## [Exercise goal]
Among the entries, find the lines with the string "FERNANDO" and copy them.

[Extracted data — start]

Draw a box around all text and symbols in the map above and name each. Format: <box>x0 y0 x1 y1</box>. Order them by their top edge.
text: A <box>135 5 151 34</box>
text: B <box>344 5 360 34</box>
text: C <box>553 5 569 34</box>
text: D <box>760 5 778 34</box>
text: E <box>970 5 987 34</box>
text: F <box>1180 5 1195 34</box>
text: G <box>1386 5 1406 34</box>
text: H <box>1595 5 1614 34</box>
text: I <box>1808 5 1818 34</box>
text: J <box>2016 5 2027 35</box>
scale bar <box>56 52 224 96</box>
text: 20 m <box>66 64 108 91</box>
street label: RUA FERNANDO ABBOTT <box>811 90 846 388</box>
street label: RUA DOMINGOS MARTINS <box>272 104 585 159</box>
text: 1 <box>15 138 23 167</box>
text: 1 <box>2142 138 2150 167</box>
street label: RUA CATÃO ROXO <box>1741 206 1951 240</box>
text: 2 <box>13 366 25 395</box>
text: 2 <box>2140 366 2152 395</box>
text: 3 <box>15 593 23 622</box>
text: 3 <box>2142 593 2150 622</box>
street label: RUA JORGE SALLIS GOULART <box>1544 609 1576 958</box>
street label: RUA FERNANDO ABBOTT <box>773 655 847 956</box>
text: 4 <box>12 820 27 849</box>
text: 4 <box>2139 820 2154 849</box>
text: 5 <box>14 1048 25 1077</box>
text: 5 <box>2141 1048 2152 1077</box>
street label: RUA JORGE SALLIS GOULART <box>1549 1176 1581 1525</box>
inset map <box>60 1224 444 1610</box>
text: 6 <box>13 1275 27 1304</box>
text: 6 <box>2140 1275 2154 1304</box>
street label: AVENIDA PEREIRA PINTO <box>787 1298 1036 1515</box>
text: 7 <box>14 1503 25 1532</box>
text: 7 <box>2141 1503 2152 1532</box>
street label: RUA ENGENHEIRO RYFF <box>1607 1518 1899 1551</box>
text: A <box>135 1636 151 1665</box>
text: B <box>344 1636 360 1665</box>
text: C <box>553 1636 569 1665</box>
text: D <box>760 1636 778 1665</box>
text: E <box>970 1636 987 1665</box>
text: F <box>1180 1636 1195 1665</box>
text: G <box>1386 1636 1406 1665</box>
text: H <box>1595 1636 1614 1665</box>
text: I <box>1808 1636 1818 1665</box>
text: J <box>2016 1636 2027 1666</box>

[Extracted data — finish]

## [Result of this task]
street label: RUA FERNANDO ABBOTT <box>811 90 846 388</box>
street label: RUA FERNANDO ABBOTT <box>773 655 847 956</box>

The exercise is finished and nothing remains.